Karnım o kadar çok ağrıdı ki anlatamam sanırım. Ben bu karın ağrısını en son ne zaman yaşamıştım. Neyse Öyküm boşver ne zamansa ne zaman. İnanmıştım be bu sefer gerçekten birinin beni içten sevdiğine, kandırmayacağına, aldatmayacağına çok inanmıştım. Ben kendi halinde kimsenin tavuğuna kışt demeyen bir kızım, ne istediniz de benden canımı yakıyorsunuz bu kadar benim. Ben kimin ahını aldım kimin kalbini kırdım da bunları yaşıyorum.

Kendimi düşer gibi hissetmemin sebebi ne peki? Şu an resmen bir boşluktan aşağı düşüyorum. Bir insan hayatında kaç kere aynı şeyi yaşar ki? Bir insan kaç kere aldatılır, kaç kere kandırılır?Ben insanlara güvenmeyi unutmuş, kendi kabuğuna çekilmiş biriyken neden üzmek istesinler beni.

Hani hep beni hayal ediyordu, bana dokunmayı, benle gezmeyi, beni öpmeyi, yanında olmamı hayal ediyordu.
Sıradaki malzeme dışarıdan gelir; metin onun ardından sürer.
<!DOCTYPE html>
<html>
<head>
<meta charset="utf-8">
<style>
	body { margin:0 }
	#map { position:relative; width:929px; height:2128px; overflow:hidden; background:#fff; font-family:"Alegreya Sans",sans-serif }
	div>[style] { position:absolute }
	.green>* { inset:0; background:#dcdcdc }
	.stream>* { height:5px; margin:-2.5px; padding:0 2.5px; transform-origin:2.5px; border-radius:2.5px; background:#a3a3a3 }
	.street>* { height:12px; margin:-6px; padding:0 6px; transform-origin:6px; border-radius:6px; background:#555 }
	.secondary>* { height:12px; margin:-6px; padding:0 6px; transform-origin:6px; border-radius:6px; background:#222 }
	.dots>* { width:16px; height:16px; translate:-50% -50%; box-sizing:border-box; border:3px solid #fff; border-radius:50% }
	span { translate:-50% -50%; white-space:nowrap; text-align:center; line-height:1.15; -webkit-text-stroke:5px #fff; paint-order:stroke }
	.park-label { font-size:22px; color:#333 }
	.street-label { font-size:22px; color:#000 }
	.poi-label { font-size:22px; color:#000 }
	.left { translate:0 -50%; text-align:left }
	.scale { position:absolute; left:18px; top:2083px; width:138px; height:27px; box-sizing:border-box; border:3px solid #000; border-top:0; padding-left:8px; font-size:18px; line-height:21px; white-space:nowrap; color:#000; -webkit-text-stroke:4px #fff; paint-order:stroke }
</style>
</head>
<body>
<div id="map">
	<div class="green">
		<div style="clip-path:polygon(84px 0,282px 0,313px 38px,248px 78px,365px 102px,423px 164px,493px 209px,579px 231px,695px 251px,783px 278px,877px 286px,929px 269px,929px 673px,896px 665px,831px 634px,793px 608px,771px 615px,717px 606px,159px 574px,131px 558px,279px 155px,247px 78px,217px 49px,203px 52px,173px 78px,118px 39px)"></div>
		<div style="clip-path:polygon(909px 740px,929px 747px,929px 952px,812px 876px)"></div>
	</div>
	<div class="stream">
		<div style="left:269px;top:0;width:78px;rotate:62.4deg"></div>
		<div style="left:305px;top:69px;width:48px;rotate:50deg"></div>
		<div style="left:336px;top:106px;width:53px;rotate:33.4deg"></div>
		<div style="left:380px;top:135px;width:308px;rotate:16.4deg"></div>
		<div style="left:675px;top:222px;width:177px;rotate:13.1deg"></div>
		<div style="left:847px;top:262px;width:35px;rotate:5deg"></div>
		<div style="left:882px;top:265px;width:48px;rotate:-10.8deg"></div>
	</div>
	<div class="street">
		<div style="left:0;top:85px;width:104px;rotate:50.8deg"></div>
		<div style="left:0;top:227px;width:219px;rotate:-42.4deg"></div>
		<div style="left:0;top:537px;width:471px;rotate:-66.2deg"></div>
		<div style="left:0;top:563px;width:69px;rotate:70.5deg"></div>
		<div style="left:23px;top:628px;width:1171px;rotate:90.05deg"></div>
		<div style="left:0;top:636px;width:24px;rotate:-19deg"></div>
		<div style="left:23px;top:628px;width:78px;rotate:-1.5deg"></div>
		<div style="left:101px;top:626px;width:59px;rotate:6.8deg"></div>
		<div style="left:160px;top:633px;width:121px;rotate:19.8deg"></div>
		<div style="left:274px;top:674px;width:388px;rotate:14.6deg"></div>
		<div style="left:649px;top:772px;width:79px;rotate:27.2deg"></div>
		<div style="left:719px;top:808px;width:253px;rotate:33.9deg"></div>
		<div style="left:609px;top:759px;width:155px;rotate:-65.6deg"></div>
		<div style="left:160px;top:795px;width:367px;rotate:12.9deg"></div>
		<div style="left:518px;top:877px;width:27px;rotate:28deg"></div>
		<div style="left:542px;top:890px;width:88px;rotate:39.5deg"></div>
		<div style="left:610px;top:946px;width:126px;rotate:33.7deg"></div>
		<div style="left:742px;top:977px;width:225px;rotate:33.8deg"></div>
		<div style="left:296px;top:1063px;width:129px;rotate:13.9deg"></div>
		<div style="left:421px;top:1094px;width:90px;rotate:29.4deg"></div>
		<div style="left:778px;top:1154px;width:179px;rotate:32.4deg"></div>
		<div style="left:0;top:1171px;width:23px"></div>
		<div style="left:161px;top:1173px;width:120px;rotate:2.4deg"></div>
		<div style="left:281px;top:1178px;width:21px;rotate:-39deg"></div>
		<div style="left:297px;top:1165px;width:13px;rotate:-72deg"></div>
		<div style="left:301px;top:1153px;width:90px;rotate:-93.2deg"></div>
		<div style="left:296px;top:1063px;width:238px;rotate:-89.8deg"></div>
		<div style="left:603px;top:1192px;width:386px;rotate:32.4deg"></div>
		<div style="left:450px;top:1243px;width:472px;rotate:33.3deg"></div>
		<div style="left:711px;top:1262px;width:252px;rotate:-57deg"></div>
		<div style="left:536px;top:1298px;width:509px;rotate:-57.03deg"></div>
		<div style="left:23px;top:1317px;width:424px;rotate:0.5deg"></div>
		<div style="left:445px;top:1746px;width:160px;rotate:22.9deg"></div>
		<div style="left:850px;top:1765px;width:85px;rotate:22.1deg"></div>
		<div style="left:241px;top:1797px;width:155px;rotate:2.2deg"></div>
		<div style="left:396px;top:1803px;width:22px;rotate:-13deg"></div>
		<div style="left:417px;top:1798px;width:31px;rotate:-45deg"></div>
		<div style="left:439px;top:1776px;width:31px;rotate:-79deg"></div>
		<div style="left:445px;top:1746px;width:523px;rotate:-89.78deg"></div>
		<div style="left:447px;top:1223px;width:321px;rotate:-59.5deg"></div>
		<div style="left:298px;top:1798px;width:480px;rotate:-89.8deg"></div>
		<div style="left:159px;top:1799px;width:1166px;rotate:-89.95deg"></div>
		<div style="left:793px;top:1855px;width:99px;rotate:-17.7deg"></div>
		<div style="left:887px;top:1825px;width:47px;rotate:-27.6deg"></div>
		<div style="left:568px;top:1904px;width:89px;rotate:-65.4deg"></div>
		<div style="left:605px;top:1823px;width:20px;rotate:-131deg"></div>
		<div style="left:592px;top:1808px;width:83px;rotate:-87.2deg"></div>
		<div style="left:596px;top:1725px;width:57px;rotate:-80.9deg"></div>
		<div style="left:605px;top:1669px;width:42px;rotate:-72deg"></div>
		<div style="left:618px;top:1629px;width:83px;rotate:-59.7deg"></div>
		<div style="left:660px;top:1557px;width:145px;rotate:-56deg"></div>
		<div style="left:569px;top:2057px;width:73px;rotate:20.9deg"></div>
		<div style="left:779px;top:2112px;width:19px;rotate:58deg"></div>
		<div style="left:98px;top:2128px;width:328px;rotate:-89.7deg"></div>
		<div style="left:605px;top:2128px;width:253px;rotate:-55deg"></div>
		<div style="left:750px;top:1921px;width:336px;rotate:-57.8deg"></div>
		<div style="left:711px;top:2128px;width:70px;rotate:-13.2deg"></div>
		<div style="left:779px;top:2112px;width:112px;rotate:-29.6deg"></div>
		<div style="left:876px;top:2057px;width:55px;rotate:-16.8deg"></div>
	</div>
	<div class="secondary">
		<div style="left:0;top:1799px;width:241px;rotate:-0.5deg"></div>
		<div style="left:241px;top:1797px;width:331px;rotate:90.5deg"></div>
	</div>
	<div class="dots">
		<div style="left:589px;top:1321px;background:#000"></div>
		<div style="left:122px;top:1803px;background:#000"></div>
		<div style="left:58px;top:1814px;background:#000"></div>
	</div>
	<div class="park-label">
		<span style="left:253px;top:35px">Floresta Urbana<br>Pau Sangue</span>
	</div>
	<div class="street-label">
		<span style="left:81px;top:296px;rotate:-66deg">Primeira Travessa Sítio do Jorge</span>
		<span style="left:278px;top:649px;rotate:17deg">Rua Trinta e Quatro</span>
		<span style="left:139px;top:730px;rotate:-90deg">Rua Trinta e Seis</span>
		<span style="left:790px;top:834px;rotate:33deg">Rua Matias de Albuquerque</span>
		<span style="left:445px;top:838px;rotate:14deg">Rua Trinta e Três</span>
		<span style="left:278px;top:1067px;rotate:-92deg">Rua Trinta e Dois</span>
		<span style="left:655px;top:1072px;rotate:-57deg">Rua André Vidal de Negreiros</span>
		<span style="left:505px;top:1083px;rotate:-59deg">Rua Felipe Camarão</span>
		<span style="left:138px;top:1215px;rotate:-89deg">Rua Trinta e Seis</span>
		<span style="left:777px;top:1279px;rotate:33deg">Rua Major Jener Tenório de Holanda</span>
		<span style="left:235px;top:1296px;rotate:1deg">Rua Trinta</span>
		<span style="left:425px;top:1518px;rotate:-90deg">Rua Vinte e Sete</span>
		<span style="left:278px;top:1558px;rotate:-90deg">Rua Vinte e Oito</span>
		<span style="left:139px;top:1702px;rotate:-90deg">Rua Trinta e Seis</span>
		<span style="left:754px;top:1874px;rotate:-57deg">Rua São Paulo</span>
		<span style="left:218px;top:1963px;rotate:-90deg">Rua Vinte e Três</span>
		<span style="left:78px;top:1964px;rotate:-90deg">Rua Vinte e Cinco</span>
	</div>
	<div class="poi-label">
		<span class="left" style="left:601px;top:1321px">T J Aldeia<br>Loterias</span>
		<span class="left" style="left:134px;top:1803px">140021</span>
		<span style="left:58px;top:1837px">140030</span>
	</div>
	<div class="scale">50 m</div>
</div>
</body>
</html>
Gözlerimin içine baka baka nasıl bu kadar kolay yalan söyledi.

İçimde konuşan bu depresif kız nerden çıktı şimdi ortaya diye düşünürken bir elin sırtımı sıvazladığını farkettim birden. Ilgın yanıma gelmiş meğerse o beni teselli etmeye çalışıyormuş. Ben meğerse içimden konuşuyorum diye düşündüğüm herşeyi baya baya sesli söylemişim.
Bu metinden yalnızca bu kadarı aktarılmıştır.